Walking back on the path, I passed some people coming the other way and uncharacteristically, looked them in the eye and greeted them with a smile. I felt that impulse to share the good news with whoever might come my way. It wasn’t enough for me to feel something special, it wasn’t complete until there was some kind of sharing with others, whether through a greeting and smile, a poem or song or painting.
None of it came close to the missionary idea of conversion. My intention never was and still not is to convince people to believe something that I happen to think is true, but to lead them to the kind of experience that reveals what normally is hidden, that opens their heart, their mind, their body. From that, they can draw their own conclusions.
I thought of this tonight at our Wednesday night “Untalent Show,” always an extraordinary few hours in our annual Orff Course. In the classes, people are unified through the pedagogy of the Schulwerk and bring their whole selves to making music, dancing and creating new pieces or dances in styles that are not the property of any one identity. But on this night, they happily share the essence of their cultural upbringing, though even here crossing lines as someone from outside Spain may have studied Flamenco and a Spanish person may be an expert in Taiko drumming. But regardless, the power of the music comes through as we are immersed in music from Iran, Thailand, many parts of Spain, Brazil, Colombia, U.S. jazz, a Croation folk song and beyond. I should have been content to just enjoy it for what it was (and is), but my lifelong habit has me yearning to share it with others, more so than ever now as whole groups of people seem determined to shut out “the other” and wish all the world to be just like them. God forbid!
Their xenophobia, prejudices and downright racism of course makes me angry, but also makes me sad that they are shutting themselves out from the beauty we all experienced tonight—and indeed throughout the course. 18 countries and languages represented in our group of 90 people and it makes for a gathering so rich, so joyful, so interesting, so eye-opening and heart-opening and mind-opening that I can’t help but feel sorry for the people who refuse to open their doors to it.
Of course, I know that if I required them to come to the concert or invited them to come without any prior interest on their side, nothing would change.
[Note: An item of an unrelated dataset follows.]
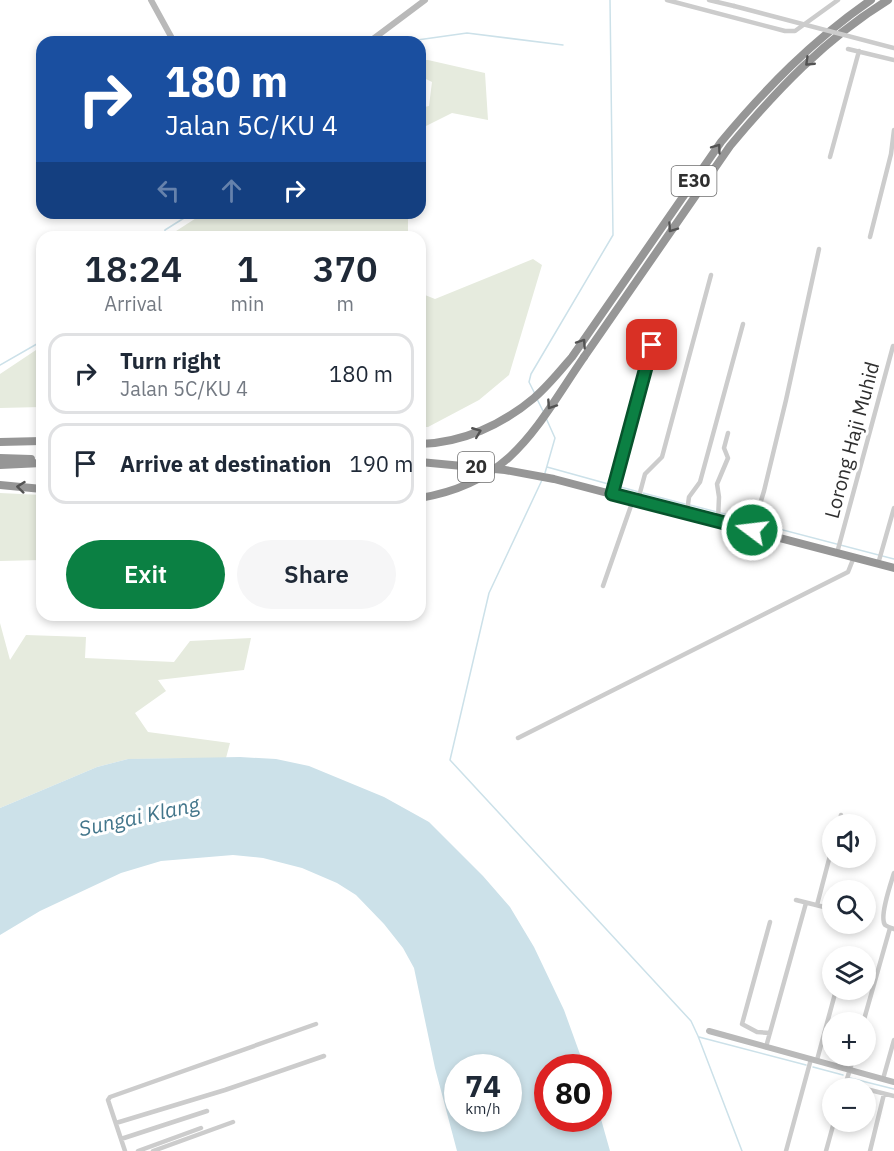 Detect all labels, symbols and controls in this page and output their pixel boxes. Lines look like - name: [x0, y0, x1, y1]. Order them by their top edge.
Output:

Just as Thoreau helped me to walk differently through the woods, so might Rumi and Hafiz and Mirabai and Basho and Antonio Machado and Chimamanda Ngozi Adichie and Amanda Gorman and Mary Oliver might help spark people’s curiosity to know the folks beyond their borders, not to mention the long list of musicians, dancers, actors, artists who can do the same.
Meanwhile, my birthday last week in company with these people catapulted me to the next layer above seventh heaven, the Level III Practicum Teaching last night got me into the ninth and tonight, was certainly the tenth. I haven’t the slightest idea what I did to deserve visits to ten layers of heaven, but perhaps it started with Thoreau and there’s no end in sight. We’ll see what the last two days of the course bring.